> _How to complete this task_
Give the data again exactly as written, without any of its pictures.

> _Provided entries_
####
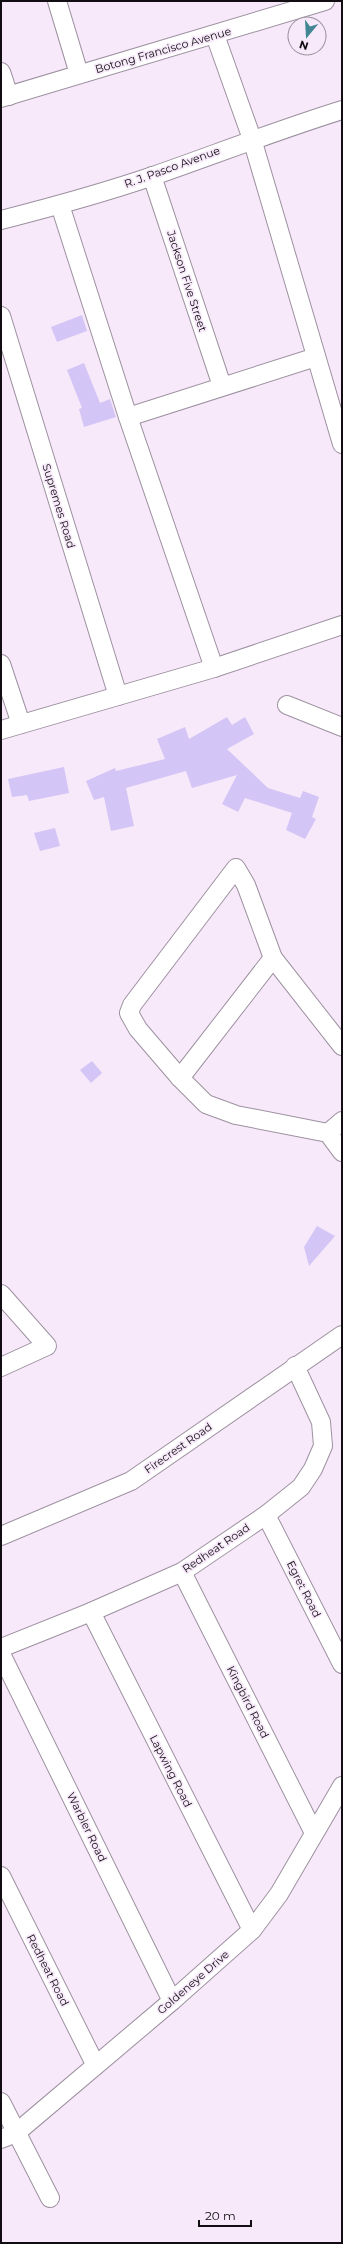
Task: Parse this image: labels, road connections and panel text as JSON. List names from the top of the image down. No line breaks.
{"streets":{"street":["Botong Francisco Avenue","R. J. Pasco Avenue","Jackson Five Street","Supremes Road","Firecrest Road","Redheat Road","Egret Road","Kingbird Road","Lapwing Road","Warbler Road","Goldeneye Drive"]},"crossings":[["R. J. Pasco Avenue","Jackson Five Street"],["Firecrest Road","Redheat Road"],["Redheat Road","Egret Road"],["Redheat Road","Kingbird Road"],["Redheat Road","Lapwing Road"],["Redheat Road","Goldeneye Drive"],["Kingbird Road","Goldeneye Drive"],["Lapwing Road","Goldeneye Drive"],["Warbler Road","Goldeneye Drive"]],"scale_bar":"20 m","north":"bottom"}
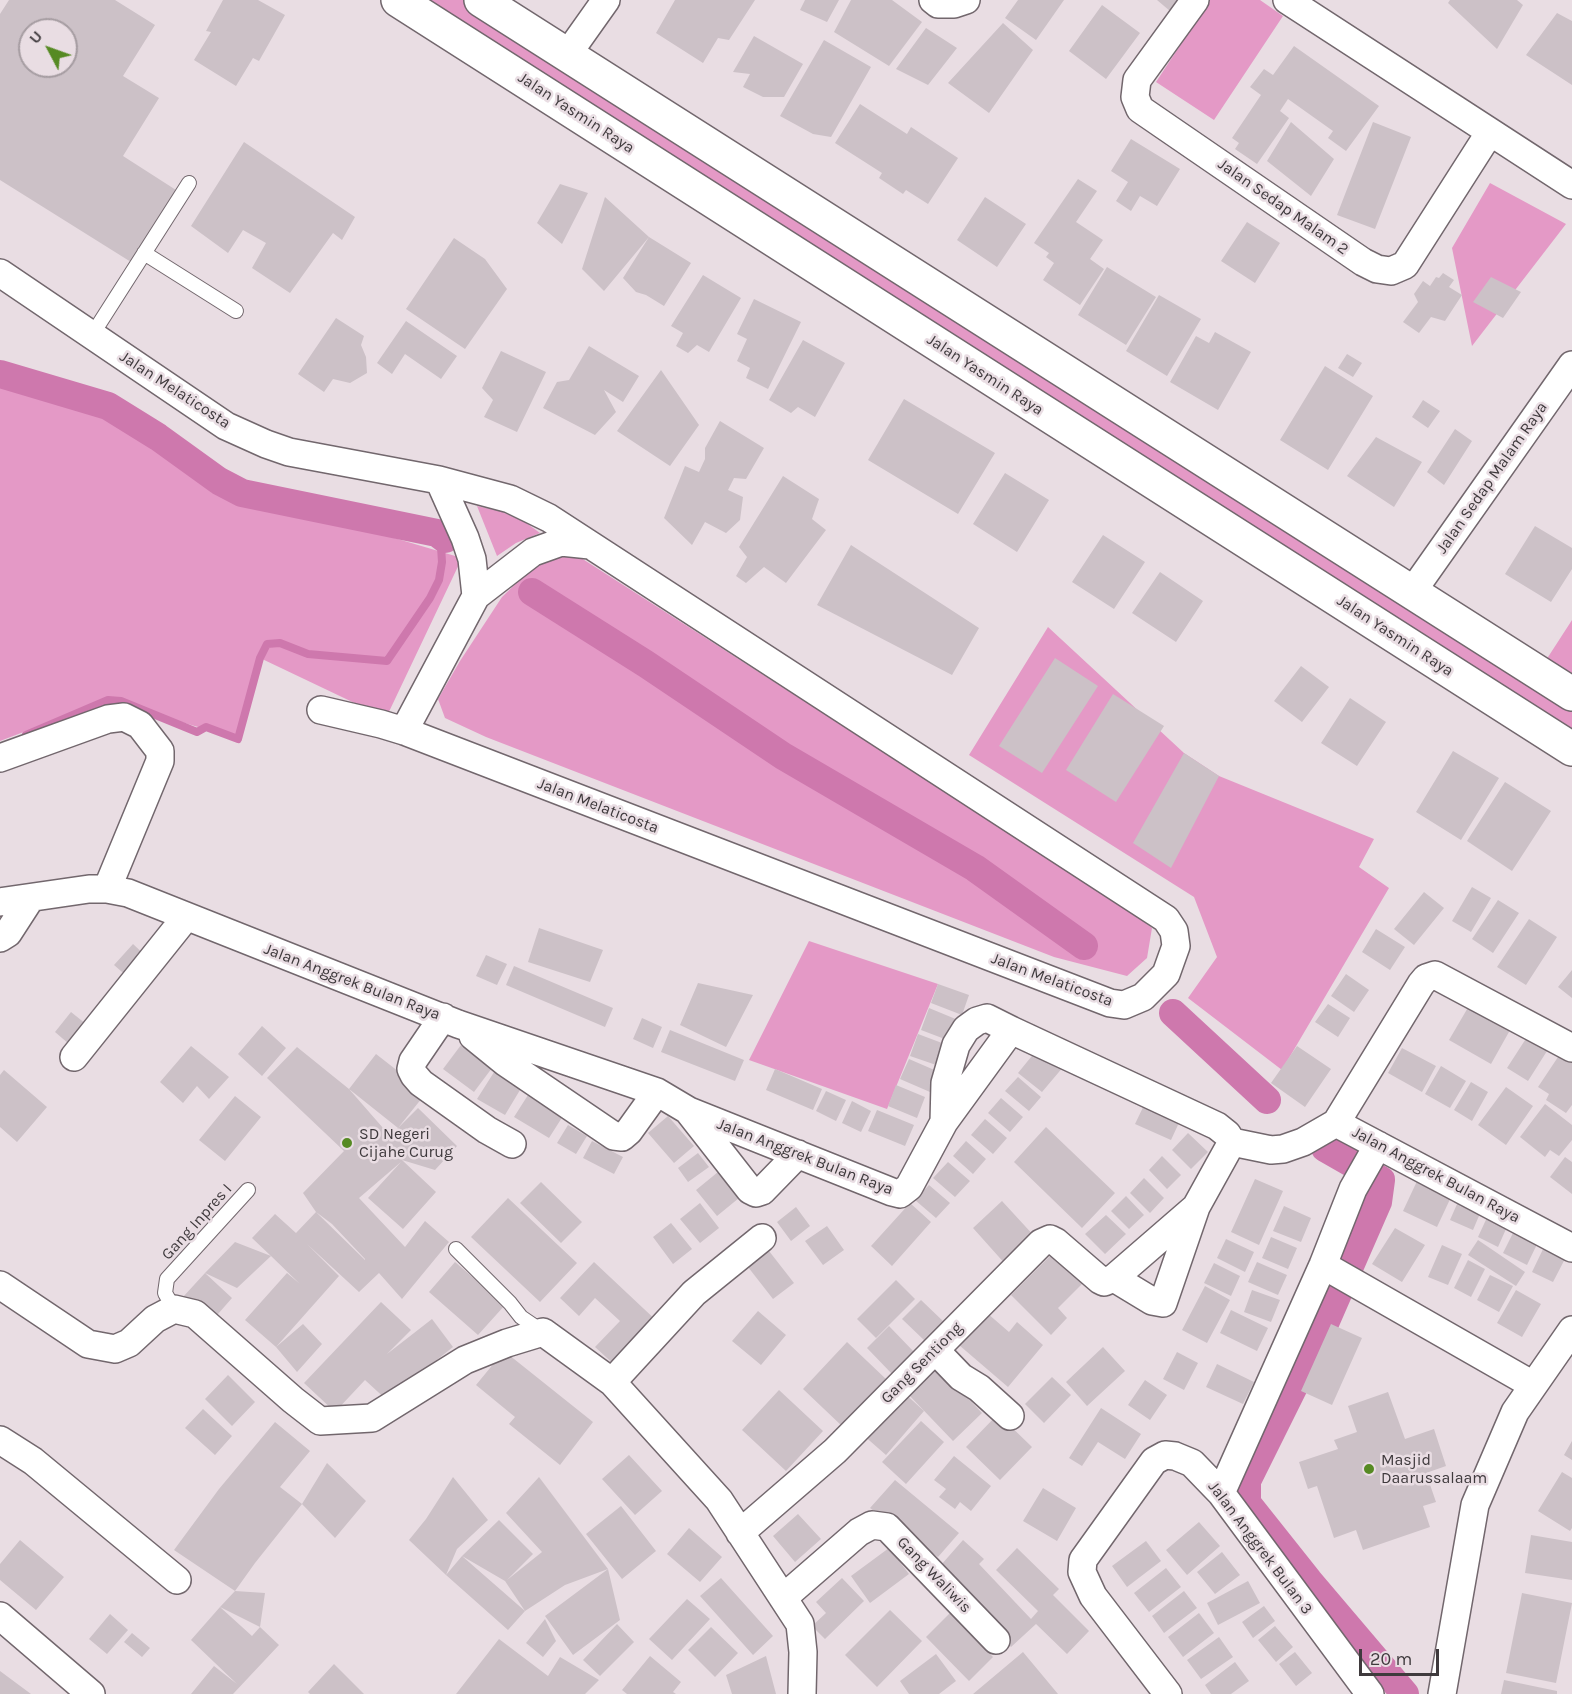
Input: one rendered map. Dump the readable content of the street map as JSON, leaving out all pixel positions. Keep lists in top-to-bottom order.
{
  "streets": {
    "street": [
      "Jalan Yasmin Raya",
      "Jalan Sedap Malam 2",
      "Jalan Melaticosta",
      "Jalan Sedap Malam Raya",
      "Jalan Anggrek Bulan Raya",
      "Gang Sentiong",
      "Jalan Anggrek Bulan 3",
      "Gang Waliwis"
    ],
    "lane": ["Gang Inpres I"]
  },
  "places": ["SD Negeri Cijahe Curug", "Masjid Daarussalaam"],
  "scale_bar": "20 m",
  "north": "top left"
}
####
> _Result_
Task: Parse this image: labels, road connections and panel text as JSON. List names from the top of the image down. No line breaks.
{"streets":{"street":["Botong Francisco Avenue","R. J. Pasco Avenue","Jackson Five Street","Supremes Road","Firecrest Road","Redheat Road","Egret Road","Kingbird Road","Lapwing Road","Warbler Road","Goldeneye Drive"]},"crossings":[["R. J. Pasco Avenue","Jackson Five Street"],["Firecrest Road","Redheat Road"],["Redheat Road","Egret Road"],["Redheat Road","Kingbird Road"],["Redheat Road","Lapwing Road"],["Redheat Road","Goldeneye Drive"],["Kingbird Road","Goldeneye Drive"],["Lapwing Road","Goldeneye Drive"],["Warbler Road","Goldeneye Drive"]],"scale_bar":"20 m","north":"bottom"}
Input: one rendered map. Dump the readable content of the street map as JSON, leaving out all pixel positions. Keep lists in top-to-bottom order.
{
  "streets": {
    "street": [
      "Jalan Yasmin Raya",
      "Jalan Sedap Malam 2",
      "Jalan Melaticosta",
      "Jalan Sedap Malam Raya",
      "Jalan Anggrek Bulan Raya",
      "Gang Sentiong",
      "Jalan Anggrek Bulan 3",
      "Gang Waliwis"
    ],
    "lane": ["Gang Inpres I"]
  },
  "places": ["SD Negeri Cijahe Curug", "Masjid Daarussalaam"],
  "scale_bar": "20 m",
  "north": "top left"
}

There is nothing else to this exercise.